**Exercise:**
Return every line of the data below, exactly.

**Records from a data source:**
________________________

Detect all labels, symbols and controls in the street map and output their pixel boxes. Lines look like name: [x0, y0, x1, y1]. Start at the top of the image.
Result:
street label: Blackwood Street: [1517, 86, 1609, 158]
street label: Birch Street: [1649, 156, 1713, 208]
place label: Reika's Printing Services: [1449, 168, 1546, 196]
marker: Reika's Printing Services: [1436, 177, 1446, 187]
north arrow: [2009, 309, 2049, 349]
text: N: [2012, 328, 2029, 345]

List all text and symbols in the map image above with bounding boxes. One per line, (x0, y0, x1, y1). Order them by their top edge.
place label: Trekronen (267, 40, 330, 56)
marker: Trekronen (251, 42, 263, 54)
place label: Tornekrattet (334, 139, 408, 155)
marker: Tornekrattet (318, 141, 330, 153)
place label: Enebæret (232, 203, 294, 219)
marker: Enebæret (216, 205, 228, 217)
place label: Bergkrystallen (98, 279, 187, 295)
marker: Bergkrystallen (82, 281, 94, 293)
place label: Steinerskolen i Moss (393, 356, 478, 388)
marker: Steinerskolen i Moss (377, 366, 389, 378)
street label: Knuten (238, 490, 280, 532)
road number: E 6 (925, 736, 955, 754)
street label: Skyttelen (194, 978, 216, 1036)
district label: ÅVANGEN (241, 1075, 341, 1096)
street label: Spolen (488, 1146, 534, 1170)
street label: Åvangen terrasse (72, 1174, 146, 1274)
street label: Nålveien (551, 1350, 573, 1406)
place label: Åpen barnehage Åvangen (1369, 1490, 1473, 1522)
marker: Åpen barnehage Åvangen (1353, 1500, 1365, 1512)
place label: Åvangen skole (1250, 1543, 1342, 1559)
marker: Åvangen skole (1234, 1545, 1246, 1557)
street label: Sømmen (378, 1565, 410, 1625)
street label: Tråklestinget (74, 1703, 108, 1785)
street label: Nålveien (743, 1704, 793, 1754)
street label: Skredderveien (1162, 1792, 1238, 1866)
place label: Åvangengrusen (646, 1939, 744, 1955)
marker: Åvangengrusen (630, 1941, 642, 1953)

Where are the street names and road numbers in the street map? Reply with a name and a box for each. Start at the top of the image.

________________________

**Result below:**
Detect all labels, symbols and controls in the street map and output their pixel boxes. Lines look like name: [x0, y0, x1, y1]. Start at the top of the image.
Result:
street label: Blackwood Street: [1517, 86, 1609, 158]
street label: Birch Street: [1649, 156, 1713, 208]
place label: Reika's Printing Services: [1449, 168, 1546, 196]
marker: Reika's Printing Services: [1436, 177, 1446, 187]
north arrow: [2009, 309, 2049, 349]
text: N: [2012, 328, 2029, 345]

List all text and symbols in the map image above with bounding boxes. One per line, (x0, y0, x1, y1). Order them by their top edge.
place label: Trekronen (267, 40, 330, 56)
marker: Trekronen (251, 42, 263, 54)
place label: Tornekrattet (334, 139, 408, 155)
marker: Tornekrattet (318, 141, 330, 153)
place label: Enebæret (232, 203, 294, 219)
marker: Enebæret (216, 205, 228, 217)
place label: Bergkrystallen (98, 279, 187, 295)
marker: Bergkrystallen (82, 281, 94, 293)
place label: Steinerskolen i Moss (393, 356, 478, 388)
marker: Steinerskolen i Moss (377, 366, 389, 378)
street label: Knuten (238, 490, 280, 532)
road number: E 6 (925, 736, 955, 754)
street label: Skyttelen (194, 978, 216, 1036)
district label: ÅVANGEN (241, 1075, 341, 1096)
street label: Spolen (488, 1146, 534, 1170)
street label: Åvangen terrasse (72, 1174, 146, 1274)
street label: Nålveien (551, 1350, 573, 1406)
place label: Åpen barnehage Åvangen (1369, 1490, 1473, 1522)
marker: Åpen barnehage Åvangen (1353, 1500, 1365, 1512)
place label: Åvangen skole (1250, 1543, 1342, 1559)
marker: Åvangen skole (1234, 1545, 1246, 1557)
street label: Sømmen (378, 1565, 410, 1625)
street label: Tråklestinget (74, 1703, 108, 1785)
street label: Nålveien (743, 1704, 793, 1754)
street label: Skredderveien (1162, 1792, 1238, 1866)
place label: Åvangengrusen (646, 1939, 744, 1955)
marker: Åvangengrusen (630, 1941, 642, 1953)

Where are the street names and road numbers in the street map? Reply with a name and a box for each. Start at the top of the image.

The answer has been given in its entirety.